*Directions*.
The word "number" marks the lines you need; copy each of them from the data.

[Collected data entries]
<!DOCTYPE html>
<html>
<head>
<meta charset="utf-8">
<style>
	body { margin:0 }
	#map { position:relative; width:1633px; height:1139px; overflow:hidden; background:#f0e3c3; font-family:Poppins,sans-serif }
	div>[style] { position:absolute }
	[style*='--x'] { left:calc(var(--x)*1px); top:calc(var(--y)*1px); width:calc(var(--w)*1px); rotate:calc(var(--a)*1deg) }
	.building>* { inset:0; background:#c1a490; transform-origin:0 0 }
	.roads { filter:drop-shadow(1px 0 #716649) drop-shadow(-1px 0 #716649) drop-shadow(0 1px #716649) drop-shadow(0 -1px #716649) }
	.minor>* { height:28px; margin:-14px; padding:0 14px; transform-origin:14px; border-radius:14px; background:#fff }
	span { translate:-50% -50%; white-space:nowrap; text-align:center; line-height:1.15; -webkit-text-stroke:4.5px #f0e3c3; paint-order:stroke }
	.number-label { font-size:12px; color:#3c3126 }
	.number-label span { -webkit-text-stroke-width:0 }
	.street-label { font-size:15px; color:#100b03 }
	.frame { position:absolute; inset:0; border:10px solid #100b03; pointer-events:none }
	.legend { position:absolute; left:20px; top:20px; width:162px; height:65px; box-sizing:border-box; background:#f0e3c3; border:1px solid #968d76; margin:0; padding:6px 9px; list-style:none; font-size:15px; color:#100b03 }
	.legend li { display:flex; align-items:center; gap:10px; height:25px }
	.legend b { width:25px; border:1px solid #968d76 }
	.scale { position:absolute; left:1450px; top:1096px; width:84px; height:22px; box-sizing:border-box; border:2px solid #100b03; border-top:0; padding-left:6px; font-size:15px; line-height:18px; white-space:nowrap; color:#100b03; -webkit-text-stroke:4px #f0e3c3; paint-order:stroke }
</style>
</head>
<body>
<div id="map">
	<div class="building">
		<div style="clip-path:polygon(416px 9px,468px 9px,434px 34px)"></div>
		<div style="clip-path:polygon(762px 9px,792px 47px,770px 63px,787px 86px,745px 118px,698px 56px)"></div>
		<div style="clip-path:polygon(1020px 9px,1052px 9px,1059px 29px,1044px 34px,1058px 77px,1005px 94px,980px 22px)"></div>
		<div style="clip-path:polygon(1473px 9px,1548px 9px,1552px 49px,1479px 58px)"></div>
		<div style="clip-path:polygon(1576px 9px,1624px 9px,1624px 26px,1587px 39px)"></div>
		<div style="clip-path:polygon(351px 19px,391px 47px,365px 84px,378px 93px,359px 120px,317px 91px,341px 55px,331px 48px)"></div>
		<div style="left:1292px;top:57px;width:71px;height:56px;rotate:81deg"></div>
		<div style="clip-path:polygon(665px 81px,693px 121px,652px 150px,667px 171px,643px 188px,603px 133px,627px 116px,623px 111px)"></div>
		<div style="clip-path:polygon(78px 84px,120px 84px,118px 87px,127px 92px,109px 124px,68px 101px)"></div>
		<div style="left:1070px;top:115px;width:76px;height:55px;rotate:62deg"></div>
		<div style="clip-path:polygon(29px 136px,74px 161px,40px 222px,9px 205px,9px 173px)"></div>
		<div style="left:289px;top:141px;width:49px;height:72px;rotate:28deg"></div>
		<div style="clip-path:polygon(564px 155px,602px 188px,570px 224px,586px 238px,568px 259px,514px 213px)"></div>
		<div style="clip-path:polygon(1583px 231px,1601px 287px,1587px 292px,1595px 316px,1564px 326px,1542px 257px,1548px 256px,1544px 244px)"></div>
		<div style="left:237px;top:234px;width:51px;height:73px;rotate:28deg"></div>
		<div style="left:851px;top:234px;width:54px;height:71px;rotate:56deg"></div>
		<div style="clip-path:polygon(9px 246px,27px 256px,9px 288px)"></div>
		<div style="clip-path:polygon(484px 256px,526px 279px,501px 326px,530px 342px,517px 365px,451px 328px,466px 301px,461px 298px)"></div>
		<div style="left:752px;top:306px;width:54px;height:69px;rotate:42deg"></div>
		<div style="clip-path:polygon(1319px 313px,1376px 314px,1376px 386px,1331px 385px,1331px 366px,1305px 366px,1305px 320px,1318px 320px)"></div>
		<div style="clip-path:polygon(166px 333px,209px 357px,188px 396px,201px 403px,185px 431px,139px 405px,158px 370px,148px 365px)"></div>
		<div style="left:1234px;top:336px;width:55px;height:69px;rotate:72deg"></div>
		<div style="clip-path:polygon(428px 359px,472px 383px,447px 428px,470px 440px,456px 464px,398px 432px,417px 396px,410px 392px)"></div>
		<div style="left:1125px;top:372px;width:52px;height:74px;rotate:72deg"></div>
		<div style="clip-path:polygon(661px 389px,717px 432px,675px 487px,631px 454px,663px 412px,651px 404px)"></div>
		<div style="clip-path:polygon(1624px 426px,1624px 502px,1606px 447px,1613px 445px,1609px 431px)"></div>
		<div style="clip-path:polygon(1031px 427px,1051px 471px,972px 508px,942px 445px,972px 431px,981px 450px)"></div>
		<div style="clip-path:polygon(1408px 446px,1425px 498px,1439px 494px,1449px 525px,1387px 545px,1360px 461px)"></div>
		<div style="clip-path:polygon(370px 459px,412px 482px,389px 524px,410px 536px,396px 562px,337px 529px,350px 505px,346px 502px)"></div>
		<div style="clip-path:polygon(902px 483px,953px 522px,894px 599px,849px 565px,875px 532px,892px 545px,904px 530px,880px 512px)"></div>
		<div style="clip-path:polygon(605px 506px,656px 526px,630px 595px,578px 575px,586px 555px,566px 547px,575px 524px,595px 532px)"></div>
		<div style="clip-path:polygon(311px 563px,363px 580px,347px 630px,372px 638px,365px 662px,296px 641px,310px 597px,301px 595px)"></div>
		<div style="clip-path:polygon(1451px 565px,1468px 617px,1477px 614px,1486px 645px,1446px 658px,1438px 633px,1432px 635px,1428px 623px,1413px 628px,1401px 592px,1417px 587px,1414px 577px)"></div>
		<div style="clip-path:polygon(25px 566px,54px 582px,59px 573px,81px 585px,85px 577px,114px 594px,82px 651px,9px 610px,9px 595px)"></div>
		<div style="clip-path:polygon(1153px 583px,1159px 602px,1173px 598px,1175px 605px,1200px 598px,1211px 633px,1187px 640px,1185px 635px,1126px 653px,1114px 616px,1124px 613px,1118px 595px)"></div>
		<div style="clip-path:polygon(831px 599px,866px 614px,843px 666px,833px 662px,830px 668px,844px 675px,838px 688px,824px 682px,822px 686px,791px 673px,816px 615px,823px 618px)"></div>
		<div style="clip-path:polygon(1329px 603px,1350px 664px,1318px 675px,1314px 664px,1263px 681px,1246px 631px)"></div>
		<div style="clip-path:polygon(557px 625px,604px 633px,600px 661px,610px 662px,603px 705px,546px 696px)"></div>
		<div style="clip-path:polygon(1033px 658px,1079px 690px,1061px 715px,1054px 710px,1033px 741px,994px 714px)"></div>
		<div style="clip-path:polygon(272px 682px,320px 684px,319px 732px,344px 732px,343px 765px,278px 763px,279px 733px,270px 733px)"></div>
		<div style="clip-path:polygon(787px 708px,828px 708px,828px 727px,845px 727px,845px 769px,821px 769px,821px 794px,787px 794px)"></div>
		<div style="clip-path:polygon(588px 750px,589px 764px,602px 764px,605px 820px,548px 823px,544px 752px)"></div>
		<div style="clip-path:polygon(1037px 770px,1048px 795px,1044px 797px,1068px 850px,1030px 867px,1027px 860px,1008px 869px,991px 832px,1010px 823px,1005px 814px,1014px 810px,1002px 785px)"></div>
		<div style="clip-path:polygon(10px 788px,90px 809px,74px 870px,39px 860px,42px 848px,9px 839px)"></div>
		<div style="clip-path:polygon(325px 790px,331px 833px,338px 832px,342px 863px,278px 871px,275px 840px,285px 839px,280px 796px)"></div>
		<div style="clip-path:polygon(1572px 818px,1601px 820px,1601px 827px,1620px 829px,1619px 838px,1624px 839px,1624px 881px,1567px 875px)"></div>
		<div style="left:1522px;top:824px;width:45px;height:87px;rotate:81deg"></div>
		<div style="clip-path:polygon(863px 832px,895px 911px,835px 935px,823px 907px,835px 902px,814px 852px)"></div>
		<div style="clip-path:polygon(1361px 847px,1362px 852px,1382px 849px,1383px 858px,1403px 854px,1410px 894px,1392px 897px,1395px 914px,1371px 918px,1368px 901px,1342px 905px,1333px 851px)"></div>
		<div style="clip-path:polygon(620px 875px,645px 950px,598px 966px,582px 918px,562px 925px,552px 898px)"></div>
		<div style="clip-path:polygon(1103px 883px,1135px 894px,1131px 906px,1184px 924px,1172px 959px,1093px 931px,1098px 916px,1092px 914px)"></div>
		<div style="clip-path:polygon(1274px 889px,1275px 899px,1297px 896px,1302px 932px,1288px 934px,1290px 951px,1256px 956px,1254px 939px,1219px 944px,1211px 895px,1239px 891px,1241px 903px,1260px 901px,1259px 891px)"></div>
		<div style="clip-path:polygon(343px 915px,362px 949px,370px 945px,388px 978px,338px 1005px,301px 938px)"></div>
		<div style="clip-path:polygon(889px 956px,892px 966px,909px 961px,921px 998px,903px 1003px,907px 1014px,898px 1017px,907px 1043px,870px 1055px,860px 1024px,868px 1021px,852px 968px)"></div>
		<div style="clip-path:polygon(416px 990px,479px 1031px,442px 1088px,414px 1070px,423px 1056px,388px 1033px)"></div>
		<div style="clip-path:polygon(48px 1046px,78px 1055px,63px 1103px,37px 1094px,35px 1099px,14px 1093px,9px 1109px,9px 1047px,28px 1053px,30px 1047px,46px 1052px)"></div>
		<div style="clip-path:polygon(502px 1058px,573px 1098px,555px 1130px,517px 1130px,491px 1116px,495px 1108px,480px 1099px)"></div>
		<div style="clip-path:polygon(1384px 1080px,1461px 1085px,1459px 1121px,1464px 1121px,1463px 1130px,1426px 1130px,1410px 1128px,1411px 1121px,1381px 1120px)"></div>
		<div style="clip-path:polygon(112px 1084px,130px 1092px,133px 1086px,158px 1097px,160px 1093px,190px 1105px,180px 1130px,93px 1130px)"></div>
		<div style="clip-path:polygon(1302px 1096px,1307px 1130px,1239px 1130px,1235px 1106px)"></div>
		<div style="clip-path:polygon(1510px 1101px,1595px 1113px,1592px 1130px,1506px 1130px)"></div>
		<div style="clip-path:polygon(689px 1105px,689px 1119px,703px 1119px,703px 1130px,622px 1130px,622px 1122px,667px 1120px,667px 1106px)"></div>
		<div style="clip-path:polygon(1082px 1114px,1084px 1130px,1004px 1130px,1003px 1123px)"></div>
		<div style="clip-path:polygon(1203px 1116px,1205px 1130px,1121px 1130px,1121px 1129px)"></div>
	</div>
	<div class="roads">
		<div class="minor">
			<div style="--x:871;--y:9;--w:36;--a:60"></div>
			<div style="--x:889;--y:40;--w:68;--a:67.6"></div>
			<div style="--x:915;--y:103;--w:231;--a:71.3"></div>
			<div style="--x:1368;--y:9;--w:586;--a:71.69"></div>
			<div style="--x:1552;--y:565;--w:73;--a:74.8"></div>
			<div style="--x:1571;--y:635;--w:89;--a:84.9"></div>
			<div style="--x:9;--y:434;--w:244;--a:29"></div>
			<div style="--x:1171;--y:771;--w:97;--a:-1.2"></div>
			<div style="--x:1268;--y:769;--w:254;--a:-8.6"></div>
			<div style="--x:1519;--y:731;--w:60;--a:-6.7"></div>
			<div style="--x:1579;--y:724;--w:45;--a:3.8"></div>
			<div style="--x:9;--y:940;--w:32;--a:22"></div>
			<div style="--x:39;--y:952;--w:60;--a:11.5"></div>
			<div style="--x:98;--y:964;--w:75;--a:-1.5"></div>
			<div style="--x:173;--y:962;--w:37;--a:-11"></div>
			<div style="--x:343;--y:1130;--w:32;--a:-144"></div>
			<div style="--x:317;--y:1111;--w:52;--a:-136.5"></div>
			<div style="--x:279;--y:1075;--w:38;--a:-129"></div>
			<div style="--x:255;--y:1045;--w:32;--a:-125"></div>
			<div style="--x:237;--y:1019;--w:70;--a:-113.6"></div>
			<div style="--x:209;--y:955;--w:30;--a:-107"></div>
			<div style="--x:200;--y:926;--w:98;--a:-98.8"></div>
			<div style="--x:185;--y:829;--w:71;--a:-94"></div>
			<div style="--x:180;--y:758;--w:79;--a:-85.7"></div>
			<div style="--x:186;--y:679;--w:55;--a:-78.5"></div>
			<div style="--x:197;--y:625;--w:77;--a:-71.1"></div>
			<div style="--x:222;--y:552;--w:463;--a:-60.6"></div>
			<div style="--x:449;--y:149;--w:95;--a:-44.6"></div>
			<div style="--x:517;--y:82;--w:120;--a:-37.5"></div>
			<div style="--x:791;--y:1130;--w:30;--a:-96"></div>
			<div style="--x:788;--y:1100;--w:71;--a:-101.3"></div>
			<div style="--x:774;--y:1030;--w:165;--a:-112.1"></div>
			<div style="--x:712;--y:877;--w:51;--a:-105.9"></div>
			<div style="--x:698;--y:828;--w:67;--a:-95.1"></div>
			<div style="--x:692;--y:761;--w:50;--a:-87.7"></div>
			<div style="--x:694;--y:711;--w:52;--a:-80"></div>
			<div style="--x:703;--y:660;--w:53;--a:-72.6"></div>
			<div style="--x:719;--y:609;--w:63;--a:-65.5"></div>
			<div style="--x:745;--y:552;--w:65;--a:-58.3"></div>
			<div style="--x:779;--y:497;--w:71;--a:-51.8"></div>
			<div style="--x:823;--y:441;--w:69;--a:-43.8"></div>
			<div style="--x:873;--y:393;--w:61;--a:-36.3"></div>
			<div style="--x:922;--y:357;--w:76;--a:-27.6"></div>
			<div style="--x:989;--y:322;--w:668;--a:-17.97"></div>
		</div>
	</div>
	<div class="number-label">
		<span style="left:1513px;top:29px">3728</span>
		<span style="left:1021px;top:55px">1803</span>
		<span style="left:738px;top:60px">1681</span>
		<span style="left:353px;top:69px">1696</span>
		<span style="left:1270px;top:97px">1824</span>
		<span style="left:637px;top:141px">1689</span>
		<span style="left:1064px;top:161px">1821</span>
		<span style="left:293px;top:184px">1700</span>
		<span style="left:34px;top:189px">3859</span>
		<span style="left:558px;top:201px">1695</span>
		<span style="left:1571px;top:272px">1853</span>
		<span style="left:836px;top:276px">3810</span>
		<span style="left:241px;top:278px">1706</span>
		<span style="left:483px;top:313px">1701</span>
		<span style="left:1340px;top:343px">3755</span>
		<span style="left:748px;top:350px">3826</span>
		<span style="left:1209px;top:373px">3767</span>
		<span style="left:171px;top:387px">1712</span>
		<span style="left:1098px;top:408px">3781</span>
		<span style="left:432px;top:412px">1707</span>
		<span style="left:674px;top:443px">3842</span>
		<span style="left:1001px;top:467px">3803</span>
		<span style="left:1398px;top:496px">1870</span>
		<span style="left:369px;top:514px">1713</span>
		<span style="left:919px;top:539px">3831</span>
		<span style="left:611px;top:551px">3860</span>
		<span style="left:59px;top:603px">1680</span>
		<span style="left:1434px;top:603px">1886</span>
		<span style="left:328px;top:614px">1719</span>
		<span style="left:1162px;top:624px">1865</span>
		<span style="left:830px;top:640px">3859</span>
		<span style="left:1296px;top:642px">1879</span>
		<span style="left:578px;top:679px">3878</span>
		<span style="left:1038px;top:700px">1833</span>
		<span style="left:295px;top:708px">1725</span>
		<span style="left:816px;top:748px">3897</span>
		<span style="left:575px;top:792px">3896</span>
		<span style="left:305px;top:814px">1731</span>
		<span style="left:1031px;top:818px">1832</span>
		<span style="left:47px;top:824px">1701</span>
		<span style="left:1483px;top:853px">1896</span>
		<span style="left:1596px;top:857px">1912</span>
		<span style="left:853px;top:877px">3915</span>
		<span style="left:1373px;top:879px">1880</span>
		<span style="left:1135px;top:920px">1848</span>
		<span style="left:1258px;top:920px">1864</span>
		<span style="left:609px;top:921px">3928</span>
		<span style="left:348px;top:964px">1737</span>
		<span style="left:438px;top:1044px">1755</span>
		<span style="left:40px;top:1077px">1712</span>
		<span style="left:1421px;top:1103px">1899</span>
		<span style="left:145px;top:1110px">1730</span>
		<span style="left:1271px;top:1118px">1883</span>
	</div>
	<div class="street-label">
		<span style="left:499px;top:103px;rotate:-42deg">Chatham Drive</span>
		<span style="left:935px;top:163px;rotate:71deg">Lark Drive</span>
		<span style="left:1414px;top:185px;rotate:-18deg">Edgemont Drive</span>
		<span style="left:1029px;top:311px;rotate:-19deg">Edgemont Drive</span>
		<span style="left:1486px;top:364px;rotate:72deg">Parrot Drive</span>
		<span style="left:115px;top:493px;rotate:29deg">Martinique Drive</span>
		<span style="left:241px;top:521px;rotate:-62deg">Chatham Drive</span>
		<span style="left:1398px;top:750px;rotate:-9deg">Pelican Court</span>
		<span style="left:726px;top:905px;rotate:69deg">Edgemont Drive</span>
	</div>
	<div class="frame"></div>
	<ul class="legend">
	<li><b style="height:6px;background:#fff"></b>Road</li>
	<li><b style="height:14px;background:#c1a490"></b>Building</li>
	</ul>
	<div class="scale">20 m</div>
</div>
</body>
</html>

*Solution below*.
	.number-label { font-size:12px; color:#3c3126 }
	.number-label span { -webkit-text-stroke-width:0 }
	<div class="number-label">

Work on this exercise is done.